Start of Data
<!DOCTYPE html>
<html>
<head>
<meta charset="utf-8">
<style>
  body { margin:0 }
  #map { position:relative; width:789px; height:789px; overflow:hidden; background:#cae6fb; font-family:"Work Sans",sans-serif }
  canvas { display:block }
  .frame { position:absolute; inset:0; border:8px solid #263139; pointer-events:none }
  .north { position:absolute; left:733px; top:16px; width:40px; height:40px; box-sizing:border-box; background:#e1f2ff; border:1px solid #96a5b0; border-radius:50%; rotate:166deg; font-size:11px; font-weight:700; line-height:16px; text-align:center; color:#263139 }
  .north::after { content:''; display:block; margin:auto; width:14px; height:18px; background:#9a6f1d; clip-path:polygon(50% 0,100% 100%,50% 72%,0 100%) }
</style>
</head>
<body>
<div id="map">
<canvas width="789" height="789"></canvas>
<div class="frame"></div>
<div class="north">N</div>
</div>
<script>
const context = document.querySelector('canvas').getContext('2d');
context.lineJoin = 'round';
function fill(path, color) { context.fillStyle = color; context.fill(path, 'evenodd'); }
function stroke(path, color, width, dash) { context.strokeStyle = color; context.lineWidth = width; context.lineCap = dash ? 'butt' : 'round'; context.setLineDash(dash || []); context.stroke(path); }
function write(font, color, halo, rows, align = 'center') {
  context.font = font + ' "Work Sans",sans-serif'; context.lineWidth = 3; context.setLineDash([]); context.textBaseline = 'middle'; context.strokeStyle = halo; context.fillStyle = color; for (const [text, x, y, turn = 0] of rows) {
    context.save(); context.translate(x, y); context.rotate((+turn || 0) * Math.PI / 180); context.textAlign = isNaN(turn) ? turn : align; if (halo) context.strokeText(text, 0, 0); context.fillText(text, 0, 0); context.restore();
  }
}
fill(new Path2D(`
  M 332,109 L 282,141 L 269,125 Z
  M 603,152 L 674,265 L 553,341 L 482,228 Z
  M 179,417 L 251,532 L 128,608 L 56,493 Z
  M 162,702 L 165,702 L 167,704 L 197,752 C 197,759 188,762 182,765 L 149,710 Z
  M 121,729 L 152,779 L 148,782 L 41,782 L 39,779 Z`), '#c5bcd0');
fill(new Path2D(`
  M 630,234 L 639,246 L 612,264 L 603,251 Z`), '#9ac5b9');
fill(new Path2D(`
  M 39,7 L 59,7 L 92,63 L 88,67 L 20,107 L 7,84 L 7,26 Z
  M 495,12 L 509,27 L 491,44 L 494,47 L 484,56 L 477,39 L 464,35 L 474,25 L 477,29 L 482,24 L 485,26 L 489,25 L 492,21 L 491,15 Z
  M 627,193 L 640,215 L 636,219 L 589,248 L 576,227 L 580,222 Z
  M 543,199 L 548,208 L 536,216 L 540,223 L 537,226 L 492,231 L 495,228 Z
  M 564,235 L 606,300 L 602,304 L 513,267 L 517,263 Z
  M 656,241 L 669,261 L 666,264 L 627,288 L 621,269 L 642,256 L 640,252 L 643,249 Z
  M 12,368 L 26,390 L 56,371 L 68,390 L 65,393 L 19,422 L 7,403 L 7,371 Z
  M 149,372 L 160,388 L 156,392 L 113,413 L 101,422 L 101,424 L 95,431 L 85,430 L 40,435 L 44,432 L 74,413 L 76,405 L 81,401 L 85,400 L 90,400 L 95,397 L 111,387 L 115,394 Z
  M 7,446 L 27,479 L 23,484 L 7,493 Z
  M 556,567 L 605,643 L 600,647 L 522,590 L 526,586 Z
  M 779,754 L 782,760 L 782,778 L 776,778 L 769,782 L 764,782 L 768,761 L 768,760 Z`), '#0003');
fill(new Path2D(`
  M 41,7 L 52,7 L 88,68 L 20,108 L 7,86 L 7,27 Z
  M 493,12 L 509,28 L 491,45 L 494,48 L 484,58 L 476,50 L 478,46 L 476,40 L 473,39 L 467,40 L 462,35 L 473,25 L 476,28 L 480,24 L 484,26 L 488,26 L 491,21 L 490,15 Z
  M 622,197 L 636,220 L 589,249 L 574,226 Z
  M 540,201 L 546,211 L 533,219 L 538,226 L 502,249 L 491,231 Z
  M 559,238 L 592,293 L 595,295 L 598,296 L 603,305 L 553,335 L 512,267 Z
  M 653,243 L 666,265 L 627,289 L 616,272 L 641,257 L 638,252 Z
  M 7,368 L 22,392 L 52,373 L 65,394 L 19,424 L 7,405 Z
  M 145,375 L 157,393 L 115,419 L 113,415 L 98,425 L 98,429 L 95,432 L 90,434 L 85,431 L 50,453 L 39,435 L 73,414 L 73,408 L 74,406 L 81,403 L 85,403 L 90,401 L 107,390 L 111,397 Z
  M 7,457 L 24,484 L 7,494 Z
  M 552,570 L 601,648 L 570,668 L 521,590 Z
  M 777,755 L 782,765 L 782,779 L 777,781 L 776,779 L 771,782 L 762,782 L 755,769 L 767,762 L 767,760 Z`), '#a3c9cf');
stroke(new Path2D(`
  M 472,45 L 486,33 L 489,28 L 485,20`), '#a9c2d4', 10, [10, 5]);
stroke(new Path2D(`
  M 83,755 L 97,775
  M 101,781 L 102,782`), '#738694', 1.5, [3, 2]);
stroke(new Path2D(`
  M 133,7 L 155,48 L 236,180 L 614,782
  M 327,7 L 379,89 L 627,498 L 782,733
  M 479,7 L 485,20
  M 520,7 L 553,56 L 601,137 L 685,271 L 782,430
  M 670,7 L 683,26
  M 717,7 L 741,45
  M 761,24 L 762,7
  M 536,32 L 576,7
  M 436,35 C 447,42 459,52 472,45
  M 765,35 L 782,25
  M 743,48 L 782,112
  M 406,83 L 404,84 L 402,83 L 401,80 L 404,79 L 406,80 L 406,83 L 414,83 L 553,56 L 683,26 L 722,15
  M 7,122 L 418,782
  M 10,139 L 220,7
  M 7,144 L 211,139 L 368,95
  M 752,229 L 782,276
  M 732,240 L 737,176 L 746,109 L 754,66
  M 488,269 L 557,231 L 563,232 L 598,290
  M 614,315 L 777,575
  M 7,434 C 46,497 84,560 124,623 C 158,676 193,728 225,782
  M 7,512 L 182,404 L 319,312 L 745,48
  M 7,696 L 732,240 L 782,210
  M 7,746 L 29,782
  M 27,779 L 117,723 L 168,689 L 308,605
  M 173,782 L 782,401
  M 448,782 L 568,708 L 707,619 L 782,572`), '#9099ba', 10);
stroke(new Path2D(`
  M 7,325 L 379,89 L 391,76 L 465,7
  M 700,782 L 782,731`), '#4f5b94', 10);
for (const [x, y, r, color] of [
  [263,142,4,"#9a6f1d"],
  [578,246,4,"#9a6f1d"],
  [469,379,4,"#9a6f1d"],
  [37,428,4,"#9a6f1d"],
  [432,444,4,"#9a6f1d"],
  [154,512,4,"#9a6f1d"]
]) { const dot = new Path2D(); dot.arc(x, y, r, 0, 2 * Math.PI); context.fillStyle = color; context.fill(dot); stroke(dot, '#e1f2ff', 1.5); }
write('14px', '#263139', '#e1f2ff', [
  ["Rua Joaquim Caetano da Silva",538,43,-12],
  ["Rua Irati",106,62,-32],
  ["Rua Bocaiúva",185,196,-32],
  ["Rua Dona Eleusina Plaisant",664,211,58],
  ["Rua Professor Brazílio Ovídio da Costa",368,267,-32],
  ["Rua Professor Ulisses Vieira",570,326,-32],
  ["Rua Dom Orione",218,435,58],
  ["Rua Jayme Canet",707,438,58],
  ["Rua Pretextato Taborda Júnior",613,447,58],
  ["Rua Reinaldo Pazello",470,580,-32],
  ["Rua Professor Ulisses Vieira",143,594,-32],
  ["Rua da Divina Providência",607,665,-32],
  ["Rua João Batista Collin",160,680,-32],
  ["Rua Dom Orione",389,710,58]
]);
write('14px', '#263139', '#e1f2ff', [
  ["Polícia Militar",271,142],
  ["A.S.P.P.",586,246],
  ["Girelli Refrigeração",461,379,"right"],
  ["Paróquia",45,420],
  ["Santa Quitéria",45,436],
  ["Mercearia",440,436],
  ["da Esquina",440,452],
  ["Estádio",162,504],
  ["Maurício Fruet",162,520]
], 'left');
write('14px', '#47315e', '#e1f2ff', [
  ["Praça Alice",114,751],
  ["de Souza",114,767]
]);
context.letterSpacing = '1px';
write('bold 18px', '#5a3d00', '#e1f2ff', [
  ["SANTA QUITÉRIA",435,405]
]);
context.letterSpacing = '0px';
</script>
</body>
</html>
End of Data
### [Your assignment]
Go through the records and copy each line with "rows" in it.

### [Worked solution]
function write(font, color, halo, rows, align = 'center') {
  context.font = font + ' "Work Sans",sans-serif'; context.lineWidth = 3; context.setLineDash([]); context.textBaseline = 'middle'; context.strokeStyle = halo; context.fillStyle = color; for (const [text, x, y, turn = 0] of rows) {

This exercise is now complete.